» Exercise directions
Your answer should be every line of the records that contains the word "setLineDash", copied as it stands.

Saved entries:
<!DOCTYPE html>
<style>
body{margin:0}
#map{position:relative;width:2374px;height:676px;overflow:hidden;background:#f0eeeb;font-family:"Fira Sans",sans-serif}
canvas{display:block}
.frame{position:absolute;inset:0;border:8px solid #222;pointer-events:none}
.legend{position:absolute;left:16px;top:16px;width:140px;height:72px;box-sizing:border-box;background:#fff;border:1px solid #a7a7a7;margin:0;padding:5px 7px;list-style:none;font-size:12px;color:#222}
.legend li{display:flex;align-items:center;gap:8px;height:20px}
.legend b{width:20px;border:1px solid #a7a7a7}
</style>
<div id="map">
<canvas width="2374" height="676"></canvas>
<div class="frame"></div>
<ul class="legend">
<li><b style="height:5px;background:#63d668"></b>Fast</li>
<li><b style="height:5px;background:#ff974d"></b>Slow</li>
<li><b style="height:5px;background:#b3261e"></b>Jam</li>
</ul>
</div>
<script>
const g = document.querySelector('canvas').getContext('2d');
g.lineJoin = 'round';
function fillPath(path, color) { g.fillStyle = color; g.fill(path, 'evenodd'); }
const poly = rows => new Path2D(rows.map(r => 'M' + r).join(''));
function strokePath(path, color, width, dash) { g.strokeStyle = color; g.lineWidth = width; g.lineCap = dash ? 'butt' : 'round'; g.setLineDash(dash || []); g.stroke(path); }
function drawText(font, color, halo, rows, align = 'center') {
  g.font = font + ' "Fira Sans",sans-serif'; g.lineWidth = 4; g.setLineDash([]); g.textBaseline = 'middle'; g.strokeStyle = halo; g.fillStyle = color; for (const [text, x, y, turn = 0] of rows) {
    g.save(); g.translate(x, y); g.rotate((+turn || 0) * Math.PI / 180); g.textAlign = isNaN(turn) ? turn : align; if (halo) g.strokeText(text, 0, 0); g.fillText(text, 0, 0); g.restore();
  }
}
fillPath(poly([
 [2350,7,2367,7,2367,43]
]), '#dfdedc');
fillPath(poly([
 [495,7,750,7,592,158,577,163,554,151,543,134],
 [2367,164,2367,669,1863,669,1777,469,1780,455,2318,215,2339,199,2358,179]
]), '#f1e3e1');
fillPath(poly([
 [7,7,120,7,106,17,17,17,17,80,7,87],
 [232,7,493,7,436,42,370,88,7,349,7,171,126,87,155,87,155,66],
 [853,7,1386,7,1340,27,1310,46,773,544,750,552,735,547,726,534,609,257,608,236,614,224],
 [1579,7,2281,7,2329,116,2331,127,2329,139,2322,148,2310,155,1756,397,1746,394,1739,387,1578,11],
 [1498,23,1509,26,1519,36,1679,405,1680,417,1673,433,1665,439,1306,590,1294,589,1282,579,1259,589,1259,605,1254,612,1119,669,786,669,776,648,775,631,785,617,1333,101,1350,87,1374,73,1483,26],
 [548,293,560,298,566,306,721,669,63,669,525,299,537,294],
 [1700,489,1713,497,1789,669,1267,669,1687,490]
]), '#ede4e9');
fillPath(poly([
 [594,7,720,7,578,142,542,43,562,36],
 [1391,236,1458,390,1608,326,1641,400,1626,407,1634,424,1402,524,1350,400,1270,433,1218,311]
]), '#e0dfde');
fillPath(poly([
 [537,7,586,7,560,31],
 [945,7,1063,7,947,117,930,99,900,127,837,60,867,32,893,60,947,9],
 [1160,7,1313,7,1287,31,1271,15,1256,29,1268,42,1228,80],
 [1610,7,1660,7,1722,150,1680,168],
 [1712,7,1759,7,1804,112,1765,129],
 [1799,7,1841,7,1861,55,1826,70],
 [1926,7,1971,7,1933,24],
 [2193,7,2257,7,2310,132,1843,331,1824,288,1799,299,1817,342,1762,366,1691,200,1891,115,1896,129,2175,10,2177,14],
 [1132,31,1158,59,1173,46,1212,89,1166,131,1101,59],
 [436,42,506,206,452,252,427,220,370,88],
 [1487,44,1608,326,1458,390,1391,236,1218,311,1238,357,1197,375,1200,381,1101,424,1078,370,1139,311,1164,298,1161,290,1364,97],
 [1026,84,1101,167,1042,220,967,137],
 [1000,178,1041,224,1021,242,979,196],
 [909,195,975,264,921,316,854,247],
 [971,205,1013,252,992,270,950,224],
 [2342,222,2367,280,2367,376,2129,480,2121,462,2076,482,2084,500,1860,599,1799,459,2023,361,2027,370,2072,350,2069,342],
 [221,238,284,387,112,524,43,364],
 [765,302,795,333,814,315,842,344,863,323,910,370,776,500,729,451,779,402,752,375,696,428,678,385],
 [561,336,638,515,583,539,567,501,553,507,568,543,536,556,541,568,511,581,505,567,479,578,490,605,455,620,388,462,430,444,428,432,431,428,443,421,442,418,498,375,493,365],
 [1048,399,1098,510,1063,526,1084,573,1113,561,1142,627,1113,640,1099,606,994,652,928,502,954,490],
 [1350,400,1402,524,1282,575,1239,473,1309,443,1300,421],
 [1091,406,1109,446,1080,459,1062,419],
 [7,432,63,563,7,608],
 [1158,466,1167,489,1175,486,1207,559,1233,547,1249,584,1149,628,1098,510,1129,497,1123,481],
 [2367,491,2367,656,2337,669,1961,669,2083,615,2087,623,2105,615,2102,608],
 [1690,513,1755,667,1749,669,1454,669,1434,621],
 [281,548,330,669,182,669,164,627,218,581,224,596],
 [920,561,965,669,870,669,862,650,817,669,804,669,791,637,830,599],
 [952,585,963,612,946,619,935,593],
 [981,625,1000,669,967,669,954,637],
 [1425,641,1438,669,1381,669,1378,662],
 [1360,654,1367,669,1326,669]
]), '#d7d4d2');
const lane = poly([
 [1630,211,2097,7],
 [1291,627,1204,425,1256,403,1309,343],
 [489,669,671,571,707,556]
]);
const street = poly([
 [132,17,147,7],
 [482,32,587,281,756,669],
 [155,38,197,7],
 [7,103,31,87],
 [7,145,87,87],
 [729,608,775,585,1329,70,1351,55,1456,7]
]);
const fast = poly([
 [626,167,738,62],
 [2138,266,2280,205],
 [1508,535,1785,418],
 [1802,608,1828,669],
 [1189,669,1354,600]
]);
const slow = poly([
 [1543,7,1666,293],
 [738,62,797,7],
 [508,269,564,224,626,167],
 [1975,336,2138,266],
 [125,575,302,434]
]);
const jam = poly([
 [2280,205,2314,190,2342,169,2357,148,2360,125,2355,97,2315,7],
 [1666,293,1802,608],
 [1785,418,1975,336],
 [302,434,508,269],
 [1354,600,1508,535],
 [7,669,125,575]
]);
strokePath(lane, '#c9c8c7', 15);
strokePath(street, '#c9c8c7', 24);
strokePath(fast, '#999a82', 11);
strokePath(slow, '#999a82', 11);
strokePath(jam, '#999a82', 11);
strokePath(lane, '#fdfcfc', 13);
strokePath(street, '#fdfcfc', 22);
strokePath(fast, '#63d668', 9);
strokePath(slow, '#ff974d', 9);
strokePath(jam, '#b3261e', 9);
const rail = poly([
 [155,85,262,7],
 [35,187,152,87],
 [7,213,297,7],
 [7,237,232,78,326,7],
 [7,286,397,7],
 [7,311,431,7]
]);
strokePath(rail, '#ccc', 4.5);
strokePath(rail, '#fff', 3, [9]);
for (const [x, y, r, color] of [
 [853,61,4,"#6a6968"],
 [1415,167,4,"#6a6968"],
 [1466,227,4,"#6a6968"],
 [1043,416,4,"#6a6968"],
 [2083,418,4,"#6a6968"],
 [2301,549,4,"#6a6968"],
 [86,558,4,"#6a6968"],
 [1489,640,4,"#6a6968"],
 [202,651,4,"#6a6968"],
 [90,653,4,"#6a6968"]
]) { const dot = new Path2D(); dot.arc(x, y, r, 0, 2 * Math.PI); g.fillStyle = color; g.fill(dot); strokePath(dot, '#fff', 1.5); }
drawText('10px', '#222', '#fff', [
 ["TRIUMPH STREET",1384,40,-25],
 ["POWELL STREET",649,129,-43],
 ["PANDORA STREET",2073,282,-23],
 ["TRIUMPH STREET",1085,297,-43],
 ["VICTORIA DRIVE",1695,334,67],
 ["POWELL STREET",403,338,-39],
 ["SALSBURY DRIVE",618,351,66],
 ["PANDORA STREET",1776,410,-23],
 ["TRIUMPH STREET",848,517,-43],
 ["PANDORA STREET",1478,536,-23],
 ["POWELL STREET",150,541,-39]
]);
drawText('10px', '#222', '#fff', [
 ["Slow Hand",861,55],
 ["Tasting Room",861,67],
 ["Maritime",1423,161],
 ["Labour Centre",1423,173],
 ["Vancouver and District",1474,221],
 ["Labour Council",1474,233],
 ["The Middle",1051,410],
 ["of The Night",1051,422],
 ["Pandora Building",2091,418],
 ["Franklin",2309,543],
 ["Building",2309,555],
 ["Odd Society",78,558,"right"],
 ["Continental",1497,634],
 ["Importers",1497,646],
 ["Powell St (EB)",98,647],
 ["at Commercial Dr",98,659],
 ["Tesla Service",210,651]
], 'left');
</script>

» Task solution
function strokePath(path, color, width, dash) { g.strokeStyle = color; g.lineWidth = width; g.lineCap = dash ? 'butt' : 'round'; g.setLineDash(dash || []); g.stroke(path); }
  g.font = font + ' "Fira Sans",sans-serif'; g.lineWidth = 4; g.setLineDash([]); g.textBaseline = 'middle'; g.strokeStyle = halo; g.fillStyle = color; for (const [text, x, y, turn = 0] of rows) {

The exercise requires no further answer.